Il disturbo nasce dal fatto che, nel fare satira, Crozza si serve della metafora antichissima che ha origine migliaia di anni or sono, del sesso anale passivo (o “ricettivo”, per usare un termine più raffinato) come attività degradante. Degradante, naturalmente, per l’uomo eterosessuale libero, che nella società greco romana era tranquillamente autorizzato dalla morale comune a fare sesso con chiunque e qualunque cosa, l’importante era che fosse “insertivo” (o attivo, per dirla nel linguaggio più comune).

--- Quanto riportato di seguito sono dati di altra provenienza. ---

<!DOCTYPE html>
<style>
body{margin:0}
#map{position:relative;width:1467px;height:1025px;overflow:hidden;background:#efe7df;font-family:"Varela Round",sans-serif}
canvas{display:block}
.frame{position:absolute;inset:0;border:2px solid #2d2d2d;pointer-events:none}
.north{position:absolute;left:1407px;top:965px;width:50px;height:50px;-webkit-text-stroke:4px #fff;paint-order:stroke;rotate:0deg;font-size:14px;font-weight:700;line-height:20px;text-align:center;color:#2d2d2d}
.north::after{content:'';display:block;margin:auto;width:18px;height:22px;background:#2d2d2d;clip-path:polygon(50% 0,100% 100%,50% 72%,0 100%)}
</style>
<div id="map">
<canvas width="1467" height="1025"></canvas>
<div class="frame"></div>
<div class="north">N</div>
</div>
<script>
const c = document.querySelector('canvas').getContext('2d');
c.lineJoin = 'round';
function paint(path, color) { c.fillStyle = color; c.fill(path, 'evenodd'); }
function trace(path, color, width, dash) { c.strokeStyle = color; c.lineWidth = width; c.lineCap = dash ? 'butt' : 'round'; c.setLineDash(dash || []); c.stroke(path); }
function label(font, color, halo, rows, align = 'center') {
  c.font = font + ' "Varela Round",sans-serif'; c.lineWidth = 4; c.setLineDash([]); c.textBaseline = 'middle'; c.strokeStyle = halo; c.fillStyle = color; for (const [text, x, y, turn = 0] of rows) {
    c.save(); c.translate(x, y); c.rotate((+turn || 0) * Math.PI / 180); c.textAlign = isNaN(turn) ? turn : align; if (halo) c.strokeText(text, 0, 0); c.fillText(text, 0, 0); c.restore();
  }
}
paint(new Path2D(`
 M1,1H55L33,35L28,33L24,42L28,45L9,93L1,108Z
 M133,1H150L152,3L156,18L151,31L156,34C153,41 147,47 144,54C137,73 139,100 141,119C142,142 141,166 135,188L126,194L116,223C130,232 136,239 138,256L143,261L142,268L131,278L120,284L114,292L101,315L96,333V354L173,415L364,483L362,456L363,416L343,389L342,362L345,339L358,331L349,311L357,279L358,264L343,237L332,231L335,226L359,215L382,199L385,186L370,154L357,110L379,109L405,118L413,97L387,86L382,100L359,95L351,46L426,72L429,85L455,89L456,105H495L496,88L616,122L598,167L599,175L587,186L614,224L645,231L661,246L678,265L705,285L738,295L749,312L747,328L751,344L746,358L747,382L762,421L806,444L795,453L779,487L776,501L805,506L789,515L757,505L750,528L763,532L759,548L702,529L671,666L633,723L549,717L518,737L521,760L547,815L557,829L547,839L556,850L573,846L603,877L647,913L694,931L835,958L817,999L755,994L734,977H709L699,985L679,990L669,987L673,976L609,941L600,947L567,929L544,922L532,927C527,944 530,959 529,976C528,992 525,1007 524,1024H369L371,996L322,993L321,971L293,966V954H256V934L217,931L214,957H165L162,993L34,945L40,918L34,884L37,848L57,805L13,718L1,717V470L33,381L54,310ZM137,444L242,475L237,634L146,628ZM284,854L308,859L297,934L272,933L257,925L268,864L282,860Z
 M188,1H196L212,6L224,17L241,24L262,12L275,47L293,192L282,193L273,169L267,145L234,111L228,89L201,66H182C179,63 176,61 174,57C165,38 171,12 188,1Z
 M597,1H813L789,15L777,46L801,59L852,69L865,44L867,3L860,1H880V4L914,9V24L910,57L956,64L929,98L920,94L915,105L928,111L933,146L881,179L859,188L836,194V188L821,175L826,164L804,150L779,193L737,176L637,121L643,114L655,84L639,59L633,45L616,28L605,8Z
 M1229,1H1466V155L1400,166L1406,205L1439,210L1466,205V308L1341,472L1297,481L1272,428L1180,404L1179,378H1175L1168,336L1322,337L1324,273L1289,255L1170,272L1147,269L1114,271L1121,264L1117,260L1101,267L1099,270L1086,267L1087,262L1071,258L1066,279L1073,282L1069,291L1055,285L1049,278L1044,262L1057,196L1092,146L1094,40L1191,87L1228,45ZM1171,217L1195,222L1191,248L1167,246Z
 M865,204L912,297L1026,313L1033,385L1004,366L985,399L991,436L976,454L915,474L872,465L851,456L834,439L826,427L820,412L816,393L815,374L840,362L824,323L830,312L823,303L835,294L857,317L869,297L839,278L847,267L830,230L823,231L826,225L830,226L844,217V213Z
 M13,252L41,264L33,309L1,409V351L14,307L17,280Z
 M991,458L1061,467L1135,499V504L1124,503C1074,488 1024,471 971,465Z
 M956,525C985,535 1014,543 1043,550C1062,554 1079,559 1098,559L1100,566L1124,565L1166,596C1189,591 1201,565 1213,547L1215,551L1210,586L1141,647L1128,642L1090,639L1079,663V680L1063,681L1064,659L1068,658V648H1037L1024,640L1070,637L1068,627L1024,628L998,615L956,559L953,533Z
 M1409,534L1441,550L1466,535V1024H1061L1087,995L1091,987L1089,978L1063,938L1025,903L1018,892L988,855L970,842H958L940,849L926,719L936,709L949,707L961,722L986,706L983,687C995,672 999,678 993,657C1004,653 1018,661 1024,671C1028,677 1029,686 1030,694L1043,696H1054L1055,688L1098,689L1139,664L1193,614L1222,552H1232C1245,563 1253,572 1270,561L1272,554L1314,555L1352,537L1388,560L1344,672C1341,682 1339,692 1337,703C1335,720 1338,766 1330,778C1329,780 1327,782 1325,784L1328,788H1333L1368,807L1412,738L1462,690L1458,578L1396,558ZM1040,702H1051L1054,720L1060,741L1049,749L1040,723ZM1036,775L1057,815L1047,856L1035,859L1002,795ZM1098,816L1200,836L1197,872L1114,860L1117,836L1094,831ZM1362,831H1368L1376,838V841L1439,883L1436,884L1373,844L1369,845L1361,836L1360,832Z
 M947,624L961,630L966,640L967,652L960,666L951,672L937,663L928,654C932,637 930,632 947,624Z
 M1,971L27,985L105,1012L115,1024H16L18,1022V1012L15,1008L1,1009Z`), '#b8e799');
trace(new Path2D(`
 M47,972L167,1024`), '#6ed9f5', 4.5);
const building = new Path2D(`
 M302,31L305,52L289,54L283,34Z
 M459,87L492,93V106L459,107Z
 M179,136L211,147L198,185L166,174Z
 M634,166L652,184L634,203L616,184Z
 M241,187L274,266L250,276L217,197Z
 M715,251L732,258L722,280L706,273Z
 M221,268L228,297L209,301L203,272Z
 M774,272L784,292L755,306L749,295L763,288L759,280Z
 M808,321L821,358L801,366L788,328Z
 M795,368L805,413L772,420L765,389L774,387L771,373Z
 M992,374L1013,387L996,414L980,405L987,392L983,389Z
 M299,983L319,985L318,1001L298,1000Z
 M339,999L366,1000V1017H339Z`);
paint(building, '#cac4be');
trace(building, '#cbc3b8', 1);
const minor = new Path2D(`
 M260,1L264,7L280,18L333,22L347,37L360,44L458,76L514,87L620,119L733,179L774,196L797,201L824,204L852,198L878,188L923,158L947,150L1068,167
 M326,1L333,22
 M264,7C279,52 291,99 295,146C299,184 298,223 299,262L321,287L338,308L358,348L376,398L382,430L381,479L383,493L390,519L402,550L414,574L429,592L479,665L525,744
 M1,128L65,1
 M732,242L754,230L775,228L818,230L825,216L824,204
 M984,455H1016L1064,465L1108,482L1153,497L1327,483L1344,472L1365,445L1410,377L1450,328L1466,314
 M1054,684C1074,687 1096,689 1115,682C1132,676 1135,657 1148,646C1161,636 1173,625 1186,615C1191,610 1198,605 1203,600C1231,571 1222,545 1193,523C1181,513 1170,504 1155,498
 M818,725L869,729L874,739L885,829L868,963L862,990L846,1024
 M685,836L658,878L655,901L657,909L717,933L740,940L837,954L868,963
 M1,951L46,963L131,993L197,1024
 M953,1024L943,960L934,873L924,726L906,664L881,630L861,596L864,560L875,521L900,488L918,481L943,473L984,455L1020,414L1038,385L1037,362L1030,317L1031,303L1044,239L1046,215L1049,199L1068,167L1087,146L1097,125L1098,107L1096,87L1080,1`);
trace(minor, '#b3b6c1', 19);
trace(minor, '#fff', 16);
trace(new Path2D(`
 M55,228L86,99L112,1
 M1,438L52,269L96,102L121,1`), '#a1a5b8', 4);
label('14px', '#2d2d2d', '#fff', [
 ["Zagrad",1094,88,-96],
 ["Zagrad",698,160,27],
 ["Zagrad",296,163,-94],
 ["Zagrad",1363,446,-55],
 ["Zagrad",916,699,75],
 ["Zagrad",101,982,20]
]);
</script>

Da quel mondo antico nacque la metafora, ancora oggi così diffusa, dell'”inculata” come un doloroso imbroglio. Persino il termine “buggerare” del resto, come ricorda Giovanni Dall’Orto in Tutta un’altra storia. L’omosessualità dall’antichità al secondo dopoguerra (Il Saggiatore, 2015) deriva da un gruppo di cristiani eretici medievali accusati di praticare sodomia, a riprova di quanto sia antico e radicato tale uso.

Nell’usare tale metafora, oggi, dopo svariati secoli dalla fine della schiavitù, dopo decenni dal raggiungimento per le donne della parità dei diritti, dopo le lotte per la liberazione sessuale, dopo i Gay Pride, dopo che la componente omosessuale è diventata parte integrante in tutte le società avanzate del mondo, nell’usare tale metafora Crozza rende evidente a noi tutti che, in Italia, certi percorsi di civiltà non sono ancora assimilati. E’ ancora l’uomo eterosessuale latino, quello che “non lo prende”, lo spettatore-tipo a cui si rivolge la tv. E’ ancora quella la società italiana, quella in cui tutti quelli che “lo prendono” devono sghignazzare mentre viene degradato un aspetto importante della loro sessualità, perchè “tanto è solo satira”, mica è vita vera. Ah no, la vita vera è quella in cui chi “lo prende” viene deriso a scuola, talvolta picchiato, minacciato, in alcuni casi persino ucciso. La vita vera è quella in cui chi “lo prende” viene deriso a volte persino nel mondo omosessuale, perchè certa violenza sociale è talmente forte da non essere combattuta nemmeno da chi la subisce.

Ecco da dove deriva il dolore che provo nel sentire le risate alle battute di Inc.Cool.8: dal vedere che l’Italia è un paese culturalmente arretrato.

Non si consideri, per favore, questo come “il solito discorso dell’attivista gay vittimista”. Si guardi alla sostanza: nel millennio che si prepara per noi e per i nostri figli l’Italia dovrà schierarsi con il mondo avanzato, non coi boia dell’Isis. Per cui ridiamo e divertiamoci, chè questi sono i pregi del vivere in una società libera, ma facciamolo consapevolmente.

E ora svesto l’abito da censore domenicano e vado a prendermi un bell’Inc.Cool.8. Ad maiora!